Debian packages from Cargo projects

This is a Cargo helper command which automatically creates binary Debian packages (.deb) from Cargo projects.

Installation

sh rustup update # Debian's Rust is too outdated, use rustup.rs cargo install cargo-deb

Requires Rust 1.60+, and optionally dpkg, dpkg-dev and liblzma-dev. Compatible with Ubuntu. If the LZMA dependency causes you headaches, try cargo install cargo-deb --no-default-features.

Usage

sh cargo deb

Upon running cargo deb from the base directory of your Rust project, the Debian package will be created in target/debian/<project_name>_<version>_<arch>.deb (or you can change the location with the --output option). This package can be installed with dpkg -i target/debian/*.deb.

Debug symbols are stripped from the main binary by default, unless [profile.release] debug = true is set in Cargo.toml. If cargo deb --separate-debug-symbols is run, the debug symbols will be packaged as a separate file installed at /usr/lib/debug/<path-to-binary>.debug.

cargo deb --install builds and installs the project system-wide.

Configuration

No configuration is necessary to make a basic package from a Cargo project with a binary. This command obtains basic information it needs from the Cargo.toml file. It uses Cargo fields: name, version, license, license-file, description, readme, homepage, and repository.

For a more complete Debian package, you may also define a new table, [package.metadata.deb] that contains maintainer, copyright, license-file, changelog, depends, conflicts, breaks, replaces, provides, extended-description/extended-description-file, section, priority, and assets.

For a Debian package that includes one or more systemd unit files you may also wish to define a new (inline) table, [package.metadata.deb.systemd-units], so that the unit files are automatically added as assets and the units are properly installed. Systemd integration

[package.metadata.deb] options

Everything is optional:

Example of custom Cargo.toml additions

toml [package.metadata.deb] maintainer = "Michael Aaron Murphy <mmstickman@gmail.com>" copyright = "2017, Michael Aaron Murphy <mmstickman@gmail.com>" license-file = ["LICENSE", "4"] extended-description = """\ A simple subcommand for the Cargo package manager for \ building Debian packages from Rust projects.""" depends = "$auto" section = "utility" priority = "optional" assets = [ ["target/release/cargo-deb", "usr/bin/", "755"], ["README.md", "usr/share/doc/cargo-deb/README", "644"], ]

Advanced usage

--fast flag uses lighter compression. Useful for very large packages or quick deployment.

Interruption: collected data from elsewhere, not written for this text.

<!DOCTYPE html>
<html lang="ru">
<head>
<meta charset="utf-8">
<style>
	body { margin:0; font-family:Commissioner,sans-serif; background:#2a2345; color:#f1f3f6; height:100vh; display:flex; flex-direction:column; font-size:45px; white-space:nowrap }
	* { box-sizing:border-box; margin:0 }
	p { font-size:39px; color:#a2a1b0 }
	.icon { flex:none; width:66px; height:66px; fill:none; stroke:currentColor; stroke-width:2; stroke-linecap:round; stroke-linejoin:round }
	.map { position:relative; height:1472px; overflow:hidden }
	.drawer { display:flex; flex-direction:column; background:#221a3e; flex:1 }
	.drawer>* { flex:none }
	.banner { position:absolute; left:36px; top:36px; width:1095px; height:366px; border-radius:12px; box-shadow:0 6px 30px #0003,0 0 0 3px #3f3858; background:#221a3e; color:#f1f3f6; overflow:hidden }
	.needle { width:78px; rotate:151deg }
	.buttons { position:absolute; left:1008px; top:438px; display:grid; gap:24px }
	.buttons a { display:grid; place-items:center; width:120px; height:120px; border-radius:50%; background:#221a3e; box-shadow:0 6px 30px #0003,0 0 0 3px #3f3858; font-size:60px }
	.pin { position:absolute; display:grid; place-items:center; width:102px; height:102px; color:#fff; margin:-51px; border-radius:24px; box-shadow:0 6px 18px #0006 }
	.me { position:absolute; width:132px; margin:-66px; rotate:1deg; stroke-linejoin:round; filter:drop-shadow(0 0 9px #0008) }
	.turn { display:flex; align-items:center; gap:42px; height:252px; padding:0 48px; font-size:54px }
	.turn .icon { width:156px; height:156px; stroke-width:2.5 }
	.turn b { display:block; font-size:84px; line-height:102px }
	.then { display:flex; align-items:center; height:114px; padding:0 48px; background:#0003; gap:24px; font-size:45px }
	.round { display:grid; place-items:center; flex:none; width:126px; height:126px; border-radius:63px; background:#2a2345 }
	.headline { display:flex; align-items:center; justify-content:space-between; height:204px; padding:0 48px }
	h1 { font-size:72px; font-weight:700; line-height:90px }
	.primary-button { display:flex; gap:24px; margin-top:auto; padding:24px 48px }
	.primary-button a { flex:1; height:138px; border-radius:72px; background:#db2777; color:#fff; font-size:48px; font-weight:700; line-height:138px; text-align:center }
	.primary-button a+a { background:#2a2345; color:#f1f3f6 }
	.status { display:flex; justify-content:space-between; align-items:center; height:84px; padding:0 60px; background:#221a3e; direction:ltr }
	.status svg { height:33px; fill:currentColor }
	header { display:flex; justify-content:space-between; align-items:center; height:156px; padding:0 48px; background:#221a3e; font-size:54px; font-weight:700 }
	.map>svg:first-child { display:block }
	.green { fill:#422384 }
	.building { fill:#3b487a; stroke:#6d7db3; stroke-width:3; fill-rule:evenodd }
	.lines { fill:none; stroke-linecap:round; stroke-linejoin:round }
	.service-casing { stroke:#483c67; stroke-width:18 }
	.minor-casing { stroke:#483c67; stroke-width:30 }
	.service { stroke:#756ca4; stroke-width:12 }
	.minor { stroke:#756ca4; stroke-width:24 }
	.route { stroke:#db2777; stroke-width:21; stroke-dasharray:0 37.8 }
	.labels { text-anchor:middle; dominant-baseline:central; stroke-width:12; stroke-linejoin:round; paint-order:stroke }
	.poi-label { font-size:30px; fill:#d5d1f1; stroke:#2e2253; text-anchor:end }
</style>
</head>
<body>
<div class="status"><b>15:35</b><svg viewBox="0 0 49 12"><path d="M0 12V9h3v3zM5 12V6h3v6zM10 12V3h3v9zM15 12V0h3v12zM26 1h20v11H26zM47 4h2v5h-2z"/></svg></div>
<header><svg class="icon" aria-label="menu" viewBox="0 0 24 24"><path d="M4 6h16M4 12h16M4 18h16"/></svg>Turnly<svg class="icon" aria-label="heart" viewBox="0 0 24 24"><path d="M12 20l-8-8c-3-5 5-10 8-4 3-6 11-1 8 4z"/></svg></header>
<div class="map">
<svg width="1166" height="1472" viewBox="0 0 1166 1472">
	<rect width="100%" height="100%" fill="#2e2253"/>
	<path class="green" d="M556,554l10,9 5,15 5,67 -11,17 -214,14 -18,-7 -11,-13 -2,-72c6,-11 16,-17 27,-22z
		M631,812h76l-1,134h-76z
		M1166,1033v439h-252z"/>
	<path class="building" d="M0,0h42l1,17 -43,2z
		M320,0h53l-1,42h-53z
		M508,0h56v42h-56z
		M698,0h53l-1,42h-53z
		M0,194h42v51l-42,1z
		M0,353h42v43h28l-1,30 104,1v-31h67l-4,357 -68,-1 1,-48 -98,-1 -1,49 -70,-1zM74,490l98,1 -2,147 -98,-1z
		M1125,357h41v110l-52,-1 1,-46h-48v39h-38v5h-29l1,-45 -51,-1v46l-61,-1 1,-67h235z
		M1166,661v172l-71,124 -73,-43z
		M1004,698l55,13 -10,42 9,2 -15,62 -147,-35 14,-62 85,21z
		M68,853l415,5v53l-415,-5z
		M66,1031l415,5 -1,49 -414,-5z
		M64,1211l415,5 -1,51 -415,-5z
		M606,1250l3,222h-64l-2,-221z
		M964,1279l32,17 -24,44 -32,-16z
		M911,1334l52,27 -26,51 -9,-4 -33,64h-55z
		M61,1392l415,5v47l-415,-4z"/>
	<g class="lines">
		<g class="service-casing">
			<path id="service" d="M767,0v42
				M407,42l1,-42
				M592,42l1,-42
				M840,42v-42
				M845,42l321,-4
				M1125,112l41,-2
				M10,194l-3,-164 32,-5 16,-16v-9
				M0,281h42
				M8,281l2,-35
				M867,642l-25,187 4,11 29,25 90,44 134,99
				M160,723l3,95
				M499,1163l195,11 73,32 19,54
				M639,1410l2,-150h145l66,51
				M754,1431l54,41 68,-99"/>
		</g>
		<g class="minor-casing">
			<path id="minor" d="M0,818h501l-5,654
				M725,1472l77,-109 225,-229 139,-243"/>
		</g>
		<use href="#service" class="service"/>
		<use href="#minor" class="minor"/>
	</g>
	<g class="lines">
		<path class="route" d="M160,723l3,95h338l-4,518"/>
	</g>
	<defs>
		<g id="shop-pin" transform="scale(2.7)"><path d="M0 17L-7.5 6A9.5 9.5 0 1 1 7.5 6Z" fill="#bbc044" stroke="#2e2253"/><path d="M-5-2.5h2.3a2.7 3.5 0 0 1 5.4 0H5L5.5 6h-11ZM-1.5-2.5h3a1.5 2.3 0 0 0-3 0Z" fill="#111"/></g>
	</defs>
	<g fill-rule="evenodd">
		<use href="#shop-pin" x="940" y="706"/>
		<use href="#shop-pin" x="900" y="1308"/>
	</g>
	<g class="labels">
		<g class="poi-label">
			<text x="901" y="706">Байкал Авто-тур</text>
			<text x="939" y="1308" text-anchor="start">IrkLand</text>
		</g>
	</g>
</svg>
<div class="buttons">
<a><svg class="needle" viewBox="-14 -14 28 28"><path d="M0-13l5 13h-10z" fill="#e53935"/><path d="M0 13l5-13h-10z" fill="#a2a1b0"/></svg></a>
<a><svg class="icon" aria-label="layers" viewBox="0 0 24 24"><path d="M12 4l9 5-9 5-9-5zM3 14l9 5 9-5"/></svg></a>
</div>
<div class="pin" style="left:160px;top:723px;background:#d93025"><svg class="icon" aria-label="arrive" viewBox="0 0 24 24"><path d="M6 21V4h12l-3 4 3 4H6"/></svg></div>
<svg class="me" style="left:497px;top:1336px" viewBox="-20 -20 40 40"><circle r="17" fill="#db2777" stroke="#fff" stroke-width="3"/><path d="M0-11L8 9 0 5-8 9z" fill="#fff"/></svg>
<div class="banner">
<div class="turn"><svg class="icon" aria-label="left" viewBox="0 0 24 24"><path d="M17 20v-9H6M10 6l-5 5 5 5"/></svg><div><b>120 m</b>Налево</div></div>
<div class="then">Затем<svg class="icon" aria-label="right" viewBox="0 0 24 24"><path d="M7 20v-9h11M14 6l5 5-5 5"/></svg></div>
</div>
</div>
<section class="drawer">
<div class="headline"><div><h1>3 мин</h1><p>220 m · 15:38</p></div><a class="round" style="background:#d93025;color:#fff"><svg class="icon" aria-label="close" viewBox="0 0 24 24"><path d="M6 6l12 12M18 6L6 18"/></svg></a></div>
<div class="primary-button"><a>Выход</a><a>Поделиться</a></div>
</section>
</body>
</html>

[package.metadata.deb.variants.$name]

There can be multiple variants of the metadata in one Cargo.toml file. --variant=name selects the variant to use. Options set in a variant override [package.metadata.deb] options. It automatically adjusts package name.

[package.metadata.deb.systemd-units]

See systemd integration.

Cross-compilation

cargo deb supports a --target flag, which takes Rust target triple. See rustc --print target-list for the list of supported values.

Cross-compilation can be run from any host, including macOS and Windows, provided that Debian-compatible linker and system libraries are available to Rust. The target has to be installed for Rust (e.g. rustup target add i686-unknown-linux-gnu) and has to be installed for the host system (e.g. Debian) (e.g. apt-get install libc6-dev-i386). Note that Rust's and Debian's architecture names are different.

sh cargo deb --target=i686-unknown-linux-gnu

Cross-compiled archives are saved in target/<target triple>/debian/*.deb. The actual archive path is printed on success.

This option works well for crates that either have no library dependencies or don't want to target an older release. To cross-compile with support for a release older than the host's, consider using a container or a VM.

In .cargo/config you can add [target.<target triple>] strip = { path = "…" } objcopy = { path = "…" } to specify a path to the architecture-specific strip and objcopy commands, or use --no-strip.

Separate debug info

To get debug symbols, set [profile.release] debug = true in Cargo.toml. Building using the dev profile is intentionally unsupported.

cargo deb --separate-debug-symbols

Removes debug symbols from executables and places them as separate files in /usr/lib/debug. Requires GNU objcopy tool.

Custom build flags

If you would like to handle the build process yourself, you can use cargo deb --no-build so that the cargo-deb command will not attempt to rebuild your project.

cargo deb -- <cargo build flags>

Flags after -- are passed to cargo build, so you can use options such as -Z, --frozen, and --locked. Please use that only for features that cargo-deb doesn't support natively.

Workspaces

Cargo-deb understands workspaces and can build all crates in the workspace if necessary. However, you must choose one crate to be the source of the package metadata. You can select which crate to build with -p crate_name or --manifest-path=<path/to/Cargo.toml>.

Custom version strings

cargo deb --deb-version my-custom-version

Overrides the version string generated from the Cargo manifest.